### Required action
Copy every line of the data that contains the string "rotate".

### Provided material
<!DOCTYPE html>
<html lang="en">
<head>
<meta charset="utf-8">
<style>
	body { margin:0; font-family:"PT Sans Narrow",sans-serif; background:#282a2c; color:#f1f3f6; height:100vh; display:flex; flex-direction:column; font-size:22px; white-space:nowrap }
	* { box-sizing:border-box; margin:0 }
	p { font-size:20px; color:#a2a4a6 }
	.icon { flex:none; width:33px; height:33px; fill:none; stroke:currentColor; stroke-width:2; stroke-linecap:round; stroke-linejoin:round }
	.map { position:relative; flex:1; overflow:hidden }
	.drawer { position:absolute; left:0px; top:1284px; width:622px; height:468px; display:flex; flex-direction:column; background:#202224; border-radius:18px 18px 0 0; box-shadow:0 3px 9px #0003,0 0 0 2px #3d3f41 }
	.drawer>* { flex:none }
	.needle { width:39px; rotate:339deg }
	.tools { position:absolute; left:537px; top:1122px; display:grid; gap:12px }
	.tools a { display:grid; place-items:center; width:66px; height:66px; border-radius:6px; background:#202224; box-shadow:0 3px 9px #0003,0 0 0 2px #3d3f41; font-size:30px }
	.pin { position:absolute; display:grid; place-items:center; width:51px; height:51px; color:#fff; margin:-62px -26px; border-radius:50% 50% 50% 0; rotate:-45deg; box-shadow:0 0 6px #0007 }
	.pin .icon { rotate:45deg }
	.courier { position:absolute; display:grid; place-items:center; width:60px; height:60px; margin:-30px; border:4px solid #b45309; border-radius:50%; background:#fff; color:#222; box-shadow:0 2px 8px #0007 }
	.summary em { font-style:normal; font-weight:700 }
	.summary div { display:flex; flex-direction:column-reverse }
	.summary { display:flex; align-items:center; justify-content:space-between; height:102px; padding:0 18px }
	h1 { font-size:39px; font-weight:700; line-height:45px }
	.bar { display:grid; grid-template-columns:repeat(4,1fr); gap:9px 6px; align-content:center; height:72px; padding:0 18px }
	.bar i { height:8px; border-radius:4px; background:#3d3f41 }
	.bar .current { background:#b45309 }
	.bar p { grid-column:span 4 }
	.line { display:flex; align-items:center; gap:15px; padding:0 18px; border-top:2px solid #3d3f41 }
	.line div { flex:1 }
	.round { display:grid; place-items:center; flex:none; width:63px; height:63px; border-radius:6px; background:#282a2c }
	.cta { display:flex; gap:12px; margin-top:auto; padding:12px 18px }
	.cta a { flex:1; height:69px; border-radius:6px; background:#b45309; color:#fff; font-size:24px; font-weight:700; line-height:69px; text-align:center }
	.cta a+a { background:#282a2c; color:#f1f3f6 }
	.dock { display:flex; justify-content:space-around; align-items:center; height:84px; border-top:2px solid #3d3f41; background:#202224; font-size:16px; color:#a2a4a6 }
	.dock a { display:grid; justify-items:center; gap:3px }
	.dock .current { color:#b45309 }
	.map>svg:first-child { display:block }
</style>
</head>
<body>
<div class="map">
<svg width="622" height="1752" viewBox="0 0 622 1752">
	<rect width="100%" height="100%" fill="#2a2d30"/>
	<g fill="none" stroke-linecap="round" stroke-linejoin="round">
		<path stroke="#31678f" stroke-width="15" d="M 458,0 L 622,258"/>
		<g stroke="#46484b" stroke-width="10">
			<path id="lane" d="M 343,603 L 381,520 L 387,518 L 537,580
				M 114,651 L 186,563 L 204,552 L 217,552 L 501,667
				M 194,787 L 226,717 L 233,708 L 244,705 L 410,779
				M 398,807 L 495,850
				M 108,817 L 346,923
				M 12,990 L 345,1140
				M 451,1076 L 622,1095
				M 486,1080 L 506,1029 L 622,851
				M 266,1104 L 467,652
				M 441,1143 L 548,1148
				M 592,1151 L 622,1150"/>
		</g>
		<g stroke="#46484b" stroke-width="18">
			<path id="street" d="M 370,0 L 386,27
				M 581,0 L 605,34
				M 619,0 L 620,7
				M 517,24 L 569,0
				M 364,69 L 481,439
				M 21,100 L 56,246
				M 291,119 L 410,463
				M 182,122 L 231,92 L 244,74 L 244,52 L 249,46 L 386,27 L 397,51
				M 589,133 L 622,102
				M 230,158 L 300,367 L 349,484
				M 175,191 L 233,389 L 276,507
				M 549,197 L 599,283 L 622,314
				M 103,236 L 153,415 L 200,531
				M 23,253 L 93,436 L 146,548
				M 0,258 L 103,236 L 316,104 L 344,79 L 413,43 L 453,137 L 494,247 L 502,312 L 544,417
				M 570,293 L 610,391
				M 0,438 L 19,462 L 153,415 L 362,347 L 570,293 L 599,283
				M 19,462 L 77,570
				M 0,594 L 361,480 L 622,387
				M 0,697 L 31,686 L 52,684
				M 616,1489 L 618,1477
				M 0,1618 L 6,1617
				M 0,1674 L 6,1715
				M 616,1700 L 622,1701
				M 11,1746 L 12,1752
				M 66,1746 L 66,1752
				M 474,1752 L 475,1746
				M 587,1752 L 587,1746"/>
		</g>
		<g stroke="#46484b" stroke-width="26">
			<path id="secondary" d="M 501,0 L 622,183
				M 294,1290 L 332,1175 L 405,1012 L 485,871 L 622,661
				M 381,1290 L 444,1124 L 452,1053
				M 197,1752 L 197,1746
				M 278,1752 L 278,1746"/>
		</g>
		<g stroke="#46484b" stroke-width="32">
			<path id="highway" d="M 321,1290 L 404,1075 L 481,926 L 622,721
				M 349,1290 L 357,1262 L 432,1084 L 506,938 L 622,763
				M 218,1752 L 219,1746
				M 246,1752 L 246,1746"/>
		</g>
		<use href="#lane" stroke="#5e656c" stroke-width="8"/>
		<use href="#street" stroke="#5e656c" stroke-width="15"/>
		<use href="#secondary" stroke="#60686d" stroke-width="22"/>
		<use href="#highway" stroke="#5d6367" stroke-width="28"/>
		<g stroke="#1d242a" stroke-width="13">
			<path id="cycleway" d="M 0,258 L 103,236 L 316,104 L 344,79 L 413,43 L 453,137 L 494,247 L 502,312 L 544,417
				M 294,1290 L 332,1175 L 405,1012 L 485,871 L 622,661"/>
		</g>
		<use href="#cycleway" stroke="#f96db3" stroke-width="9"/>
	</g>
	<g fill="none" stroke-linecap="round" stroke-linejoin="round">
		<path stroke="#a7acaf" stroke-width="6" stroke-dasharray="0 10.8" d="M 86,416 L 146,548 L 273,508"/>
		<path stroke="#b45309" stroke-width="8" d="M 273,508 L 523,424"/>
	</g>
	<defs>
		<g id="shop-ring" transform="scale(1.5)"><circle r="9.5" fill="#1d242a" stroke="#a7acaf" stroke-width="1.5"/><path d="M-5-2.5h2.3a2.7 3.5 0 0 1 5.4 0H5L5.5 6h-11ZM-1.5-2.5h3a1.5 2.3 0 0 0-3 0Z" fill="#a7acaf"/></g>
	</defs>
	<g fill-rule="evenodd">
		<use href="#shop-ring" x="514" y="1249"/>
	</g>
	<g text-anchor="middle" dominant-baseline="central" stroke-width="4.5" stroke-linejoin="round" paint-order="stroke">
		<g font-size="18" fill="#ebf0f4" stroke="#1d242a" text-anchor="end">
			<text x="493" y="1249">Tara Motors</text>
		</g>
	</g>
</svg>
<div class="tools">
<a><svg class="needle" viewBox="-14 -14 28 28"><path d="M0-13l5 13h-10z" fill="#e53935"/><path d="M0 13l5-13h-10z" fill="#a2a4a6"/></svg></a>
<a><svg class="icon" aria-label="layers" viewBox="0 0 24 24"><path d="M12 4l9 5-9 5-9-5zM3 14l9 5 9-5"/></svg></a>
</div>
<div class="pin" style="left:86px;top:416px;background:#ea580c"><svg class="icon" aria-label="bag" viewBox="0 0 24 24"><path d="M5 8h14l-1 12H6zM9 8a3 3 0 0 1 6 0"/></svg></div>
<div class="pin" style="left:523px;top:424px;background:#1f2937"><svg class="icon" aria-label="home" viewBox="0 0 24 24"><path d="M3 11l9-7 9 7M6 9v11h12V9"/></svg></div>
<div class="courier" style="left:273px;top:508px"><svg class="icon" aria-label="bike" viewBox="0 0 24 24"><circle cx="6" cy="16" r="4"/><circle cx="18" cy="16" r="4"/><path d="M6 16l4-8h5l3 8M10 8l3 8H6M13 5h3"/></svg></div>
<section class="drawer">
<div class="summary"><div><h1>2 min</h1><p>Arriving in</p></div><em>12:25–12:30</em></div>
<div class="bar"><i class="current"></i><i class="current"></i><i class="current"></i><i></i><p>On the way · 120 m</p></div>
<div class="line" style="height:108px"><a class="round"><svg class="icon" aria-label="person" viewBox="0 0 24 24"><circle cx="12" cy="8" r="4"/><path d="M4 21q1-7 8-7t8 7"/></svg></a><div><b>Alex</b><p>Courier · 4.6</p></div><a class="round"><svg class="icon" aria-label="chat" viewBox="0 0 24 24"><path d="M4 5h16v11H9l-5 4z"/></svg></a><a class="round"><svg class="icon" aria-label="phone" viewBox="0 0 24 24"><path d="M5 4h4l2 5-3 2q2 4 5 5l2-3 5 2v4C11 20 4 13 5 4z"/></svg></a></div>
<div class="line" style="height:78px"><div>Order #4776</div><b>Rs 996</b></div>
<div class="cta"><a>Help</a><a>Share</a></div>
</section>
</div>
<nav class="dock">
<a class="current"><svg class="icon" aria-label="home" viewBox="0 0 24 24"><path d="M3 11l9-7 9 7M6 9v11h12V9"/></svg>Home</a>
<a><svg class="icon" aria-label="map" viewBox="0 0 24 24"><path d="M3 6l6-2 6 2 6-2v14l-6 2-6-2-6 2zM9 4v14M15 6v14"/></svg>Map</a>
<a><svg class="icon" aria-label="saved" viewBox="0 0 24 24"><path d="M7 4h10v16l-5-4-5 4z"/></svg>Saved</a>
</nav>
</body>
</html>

### Written answer
	.needle { width:39px; rotate:339deg }
	.pin { position:absolute; display:grid; place-items:center; width:51px; height:51px; color:#fff; margin:-62px -26px; border-radius:50% 50% 50% 0; rotate:-45deg; box-shadow:0 0 6px #0007 }
	.pin .icon { rotate:45deg }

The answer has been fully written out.